## Saved entries
════

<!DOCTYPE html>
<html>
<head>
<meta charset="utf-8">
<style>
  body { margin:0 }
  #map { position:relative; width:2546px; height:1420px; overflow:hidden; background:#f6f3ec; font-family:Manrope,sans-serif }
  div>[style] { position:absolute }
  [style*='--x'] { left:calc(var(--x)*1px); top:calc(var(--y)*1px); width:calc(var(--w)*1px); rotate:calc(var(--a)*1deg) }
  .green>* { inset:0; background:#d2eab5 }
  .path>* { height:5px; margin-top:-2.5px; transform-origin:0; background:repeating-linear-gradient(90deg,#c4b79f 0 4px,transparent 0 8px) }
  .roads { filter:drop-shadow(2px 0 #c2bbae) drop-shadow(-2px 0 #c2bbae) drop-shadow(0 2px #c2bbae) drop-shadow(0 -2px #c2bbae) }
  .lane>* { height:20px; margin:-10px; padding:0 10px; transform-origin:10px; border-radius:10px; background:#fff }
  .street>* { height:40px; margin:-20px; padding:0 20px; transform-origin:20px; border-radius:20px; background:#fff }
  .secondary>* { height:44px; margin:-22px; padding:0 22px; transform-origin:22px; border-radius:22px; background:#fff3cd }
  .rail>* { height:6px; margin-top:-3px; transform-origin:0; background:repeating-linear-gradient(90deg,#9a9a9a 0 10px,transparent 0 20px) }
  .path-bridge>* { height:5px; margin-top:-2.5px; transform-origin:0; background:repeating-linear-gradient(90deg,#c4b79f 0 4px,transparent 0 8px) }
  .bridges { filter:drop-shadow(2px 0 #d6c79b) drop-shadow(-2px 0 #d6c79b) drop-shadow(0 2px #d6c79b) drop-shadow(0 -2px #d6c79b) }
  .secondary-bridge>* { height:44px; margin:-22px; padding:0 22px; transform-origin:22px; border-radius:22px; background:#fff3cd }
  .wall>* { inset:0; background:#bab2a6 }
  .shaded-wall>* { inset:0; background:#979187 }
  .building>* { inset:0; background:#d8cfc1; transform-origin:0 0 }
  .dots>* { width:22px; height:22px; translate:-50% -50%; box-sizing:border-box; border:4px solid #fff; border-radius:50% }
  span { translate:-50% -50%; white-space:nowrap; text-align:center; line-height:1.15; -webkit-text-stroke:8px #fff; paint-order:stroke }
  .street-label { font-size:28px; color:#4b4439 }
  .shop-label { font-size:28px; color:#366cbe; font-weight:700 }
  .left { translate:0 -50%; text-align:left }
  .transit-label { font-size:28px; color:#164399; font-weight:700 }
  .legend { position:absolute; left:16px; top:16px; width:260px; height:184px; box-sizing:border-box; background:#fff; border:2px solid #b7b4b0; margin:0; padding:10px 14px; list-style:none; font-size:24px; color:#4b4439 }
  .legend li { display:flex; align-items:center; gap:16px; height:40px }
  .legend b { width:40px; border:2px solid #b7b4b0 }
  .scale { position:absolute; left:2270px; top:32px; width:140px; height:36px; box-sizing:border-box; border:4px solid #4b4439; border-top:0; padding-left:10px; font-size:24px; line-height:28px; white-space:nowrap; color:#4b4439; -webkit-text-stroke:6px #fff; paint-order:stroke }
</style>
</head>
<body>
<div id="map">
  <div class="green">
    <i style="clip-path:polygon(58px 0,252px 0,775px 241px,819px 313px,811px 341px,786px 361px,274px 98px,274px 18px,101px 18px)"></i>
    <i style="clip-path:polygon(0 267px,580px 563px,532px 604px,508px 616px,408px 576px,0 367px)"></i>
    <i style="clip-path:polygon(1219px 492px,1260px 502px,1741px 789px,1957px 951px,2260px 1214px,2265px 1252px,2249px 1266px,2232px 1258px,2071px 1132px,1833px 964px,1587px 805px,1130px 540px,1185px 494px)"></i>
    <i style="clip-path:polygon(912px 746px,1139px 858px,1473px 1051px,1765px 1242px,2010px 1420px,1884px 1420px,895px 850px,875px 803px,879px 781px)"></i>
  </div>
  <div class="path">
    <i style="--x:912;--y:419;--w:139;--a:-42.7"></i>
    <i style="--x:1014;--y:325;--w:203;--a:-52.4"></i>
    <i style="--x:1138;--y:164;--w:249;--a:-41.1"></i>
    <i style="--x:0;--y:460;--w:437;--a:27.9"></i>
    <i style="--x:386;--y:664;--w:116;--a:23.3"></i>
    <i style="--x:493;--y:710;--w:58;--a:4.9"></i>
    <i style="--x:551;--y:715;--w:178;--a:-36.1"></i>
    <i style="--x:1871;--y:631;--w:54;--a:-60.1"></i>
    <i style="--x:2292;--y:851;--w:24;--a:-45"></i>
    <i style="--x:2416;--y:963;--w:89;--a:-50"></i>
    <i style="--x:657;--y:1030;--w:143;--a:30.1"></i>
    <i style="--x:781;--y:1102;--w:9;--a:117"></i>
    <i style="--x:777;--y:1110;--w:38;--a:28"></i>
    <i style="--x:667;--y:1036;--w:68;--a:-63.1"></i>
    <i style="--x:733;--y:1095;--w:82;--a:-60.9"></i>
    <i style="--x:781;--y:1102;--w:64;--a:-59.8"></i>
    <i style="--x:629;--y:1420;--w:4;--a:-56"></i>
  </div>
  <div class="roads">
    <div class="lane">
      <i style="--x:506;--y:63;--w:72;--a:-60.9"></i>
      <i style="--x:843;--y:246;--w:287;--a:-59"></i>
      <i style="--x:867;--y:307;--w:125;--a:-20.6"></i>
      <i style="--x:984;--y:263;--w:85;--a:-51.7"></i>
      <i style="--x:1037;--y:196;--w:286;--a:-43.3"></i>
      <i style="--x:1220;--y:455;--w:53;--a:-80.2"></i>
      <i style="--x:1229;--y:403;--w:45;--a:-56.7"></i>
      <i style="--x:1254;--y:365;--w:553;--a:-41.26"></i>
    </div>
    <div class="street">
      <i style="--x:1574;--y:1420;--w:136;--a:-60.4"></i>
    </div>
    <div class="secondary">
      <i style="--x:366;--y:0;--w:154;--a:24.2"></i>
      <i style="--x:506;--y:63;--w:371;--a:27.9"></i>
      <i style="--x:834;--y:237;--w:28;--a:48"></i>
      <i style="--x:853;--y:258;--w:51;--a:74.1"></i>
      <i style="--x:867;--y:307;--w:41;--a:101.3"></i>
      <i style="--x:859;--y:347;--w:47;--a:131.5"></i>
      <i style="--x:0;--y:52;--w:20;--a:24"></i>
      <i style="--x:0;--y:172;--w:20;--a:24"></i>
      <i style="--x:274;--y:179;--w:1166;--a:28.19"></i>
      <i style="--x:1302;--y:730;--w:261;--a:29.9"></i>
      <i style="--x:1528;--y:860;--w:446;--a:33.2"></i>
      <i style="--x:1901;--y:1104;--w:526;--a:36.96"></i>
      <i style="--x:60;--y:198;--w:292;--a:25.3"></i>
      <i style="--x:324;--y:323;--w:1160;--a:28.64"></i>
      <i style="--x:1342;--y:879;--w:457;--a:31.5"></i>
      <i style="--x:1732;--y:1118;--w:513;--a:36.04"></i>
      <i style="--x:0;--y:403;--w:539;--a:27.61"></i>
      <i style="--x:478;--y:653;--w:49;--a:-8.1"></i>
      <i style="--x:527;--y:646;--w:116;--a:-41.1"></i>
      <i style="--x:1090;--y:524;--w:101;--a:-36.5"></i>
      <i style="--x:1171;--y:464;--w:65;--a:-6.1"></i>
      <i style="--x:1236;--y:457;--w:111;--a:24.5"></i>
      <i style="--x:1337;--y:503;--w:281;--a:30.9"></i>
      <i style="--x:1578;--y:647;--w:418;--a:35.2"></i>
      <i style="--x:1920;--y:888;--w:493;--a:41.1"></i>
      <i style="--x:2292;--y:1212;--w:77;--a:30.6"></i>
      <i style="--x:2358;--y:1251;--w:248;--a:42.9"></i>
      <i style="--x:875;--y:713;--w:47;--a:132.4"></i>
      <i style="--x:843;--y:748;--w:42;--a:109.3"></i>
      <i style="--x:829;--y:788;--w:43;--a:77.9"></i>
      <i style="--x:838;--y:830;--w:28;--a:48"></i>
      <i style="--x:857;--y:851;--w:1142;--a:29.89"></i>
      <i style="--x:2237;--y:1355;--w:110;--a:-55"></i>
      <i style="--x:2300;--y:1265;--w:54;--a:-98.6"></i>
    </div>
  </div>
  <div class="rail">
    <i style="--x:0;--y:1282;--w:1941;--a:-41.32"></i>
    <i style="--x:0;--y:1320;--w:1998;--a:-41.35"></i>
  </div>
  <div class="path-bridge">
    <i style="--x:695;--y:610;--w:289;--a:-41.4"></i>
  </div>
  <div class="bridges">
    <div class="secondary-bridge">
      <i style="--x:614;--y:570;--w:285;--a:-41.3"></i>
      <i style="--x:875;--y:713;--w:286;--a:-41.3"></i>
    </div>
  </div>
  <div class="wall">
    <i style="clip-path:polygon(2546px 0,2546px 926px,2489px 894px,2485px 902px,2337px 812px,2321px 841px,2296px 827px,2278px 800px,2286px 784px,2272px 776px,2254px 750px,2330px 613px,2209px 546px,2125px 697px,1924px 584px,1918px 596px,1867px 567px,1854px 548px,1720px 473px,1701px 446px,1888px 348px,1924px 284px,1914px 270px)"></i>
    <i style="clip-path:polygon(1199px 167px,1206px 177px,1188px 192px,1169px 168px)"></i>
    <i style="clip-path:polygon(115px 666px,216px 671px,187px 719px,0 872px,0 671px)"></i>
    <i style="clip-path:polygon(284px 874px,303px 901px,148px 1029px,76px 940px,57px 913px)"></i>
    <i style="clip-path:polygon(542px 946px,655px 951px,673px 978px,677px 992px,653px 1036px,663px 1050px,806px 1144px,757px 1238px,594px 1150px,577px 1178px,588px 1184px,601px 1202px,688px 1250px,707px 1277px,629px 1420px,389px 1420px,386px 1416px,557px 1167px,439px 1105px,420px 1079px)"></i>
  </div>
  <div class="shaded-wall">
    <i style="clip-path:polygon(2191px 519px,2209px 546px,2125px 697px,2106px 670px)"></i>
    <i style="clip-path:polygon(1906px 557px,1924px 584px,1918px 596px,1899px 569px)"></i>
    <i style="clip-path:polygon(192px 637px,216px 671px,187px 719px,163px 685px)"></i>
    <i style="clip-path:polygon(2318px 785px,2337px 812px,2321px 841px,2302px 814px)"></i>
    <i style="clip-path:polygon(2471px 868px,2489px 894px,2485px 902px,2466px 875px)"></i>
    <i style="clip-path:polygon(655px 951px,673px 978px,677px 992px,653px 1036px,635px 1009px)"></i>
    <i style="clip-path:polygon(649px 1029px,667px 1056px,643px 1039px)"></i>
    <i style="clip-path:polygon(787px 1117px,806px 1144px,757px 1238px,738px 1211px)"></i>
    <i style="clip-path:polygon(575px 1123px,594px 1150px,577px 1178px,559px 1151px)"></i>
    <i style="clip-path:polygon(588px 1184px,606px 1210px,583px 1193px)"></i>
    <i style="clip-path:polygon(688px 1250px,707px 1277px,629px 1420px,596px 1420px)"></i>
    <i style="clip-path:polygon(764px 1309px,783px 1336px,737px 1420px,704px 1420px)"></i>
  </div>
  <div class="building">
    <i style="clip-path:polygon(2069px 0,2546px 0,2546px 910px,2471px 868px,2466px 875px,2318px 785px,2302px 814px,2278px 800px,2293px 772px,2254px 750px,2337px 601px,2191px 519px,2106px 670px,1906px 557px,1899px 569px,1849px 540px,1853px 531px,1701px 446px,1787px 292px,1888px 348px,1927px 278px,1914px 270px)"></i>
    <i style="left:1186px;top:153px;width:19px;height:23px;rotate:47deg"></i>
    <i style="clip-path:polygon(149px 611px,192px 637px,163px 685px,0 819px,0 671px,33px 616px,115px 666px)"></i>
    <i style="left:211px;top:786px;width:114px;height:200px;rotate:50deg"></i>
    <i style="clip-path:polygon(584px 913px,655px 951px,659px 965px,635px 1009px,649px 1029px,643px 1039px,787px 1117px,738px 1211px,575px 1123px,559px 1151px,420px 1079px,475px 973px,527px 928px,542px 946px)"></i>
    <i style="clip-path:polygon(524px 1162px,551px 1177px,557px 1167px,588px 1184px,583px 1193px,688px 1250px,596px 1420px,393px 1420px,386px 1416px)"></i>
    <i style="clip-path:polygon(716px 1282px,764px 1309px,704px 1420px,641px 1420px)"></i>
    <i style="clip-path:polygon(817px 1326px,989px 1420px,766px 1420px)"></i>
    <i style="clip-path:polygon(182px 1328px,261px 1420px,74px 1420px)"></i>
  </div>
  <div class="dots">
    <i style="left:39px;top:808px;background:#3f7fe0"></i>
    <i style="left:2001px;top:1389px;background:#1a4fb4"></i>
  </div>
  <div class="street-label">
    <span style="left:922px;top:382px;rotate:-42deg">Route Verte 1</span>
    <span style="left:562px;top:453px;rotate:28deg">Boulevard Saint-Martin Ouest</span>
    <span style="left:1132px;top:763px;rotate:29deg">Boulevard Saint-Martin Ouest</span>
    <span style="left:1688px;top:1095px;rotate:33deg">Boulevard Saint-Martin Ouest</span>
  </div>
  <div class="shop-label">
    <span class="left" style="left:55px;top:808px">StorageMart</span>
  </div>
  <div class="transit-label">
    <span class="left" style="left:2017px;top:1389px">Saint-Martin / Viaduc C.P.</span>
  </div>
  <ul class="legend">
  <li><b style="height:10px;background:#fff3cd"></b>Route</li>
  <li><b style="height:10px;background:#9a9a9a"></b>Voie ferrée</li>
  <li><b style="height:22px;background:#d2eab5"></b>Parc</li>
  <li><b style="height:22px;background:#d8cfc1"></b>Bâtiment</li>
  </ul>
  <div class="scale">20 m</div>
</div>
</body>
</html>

════

When a line in the records above contains the word "scale", copy it.

## Solution to this exercise
  .scale { position:absolute; left:2270px; top:32px; width:140px; height:36px; box-sizing:border-box; border:4px solid #4b4439; border-top:0; padding-left:10px; font-size:24px; line-height:28px; white-space:nowrap; color:#4b4439; -webkit-text-stroke:6px #fff; paint-order:stroke }
  <div class="scale">20 m</div>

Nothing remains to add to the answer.